Supper that night was spaghetti and meatballs from a can, with Jell-O for dessert. While Beth was doing the dishes and Mrs. Wheatley was in the living room turning the volume up on the TV, Mrs. Wheatley suddenly said, “Oh, I forgot.”
Beth went on scrubbing the spaghetti pan and in a minute Mrs. Wheatley appeared with an envelope in her hand. “This came for you,” she said and went back to the Huntley-Brinkley Report .
It was a smudged envelope addressed in pencil. She dried her hands and opened it; there were five one-dollar bills inside and no message. She stood at the sink for a long time, holding the bills in her hand.
* * *
The green pills were four dollars for a bottle of fifty. The label read: “Three refills.” Beth paid with four one-dollar bills. She walked home briskly and put the prescription slip back in Mrs. Wheatley’s desk.
At the entrance to the gym a desk had been set up, and two men in white shirts were sitting behind it. Behind them were rows of long tables with green-and-white chessboards. The room was full of people talking and a few playing; most of them were young men or boys.
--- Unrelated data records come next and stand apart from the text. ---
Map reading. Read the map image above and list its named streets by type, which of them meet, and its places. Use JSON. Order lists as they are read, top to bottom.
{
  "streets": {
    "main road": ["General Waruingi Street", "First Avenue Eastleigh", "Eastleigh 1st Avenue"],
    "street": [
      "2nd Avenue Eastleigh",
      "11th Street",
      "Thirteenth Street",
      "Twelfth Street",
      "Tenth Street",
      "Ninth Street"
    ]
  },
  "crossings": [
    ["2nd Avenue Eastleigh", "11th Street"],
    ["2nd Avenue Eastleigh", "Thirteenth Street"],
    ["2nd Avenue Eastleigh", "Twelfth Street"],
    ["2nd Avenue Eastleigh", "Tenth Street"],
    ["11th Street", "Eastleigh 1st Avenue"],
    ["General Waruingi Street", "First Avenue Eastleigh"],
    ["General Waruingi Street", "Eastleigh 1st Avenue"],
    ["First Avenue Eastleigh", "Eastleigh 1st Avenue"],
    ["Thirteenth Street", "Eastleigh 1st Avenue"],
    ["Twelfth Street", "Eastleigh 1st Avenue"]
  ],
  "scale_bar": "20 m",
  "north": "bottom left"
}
Beth saw one woman and no colored people. Pinned to the desk near the man on the left was a sign that read ENTRY FEES HERE. Beth walked up to him with her five dollars.
“Do you have a clock?” the man asked.
“No.”
“We have a clock-sharing system,” he said. “If your opponent doesn’t have one, come back to the desk. Play starts in twenty minutes. What’s your rating?”
“I don’t have a rating.”
“Have you ever played in a tournament before?”
“No.”
The man pointed to Beth’s money. “Are you sure you want to do this?”
“I’m sure.”
“We don’t have a woman’s section,” he said.
She just stared at him.
“I’ll put you in Beginners,” he said.
“No,” Beth said, “I’m not a beginner.”
The other young man had been watching them. “If you’re an unrated player, you go in Beginners with the people under sixteen hundred,” he said.
Beth had paid little attention to ratings in Chess Review , but she knew that masters had at least 2200. “What’s the prize for Beginners?” she said.
“Twenty.”
“What about the other section?”
“First prize in the Open is one hundred.”
“Is it against any rule for me to be in the Open?”
He shook his head. “Not a rule, exactly, but—”
“Then put me in it.” Beth held out the bills.
The man shrugged and gave Beth a card to fill out. “There are three guys out there with ratings over eighteen hundred. Beltik may show up, and he’s the state champion. They’ll eat you alive.”
She took a ball-point pen and began filling in the card with her name and address. Where a blank said “Rating” she put a large zero. She handed the card back.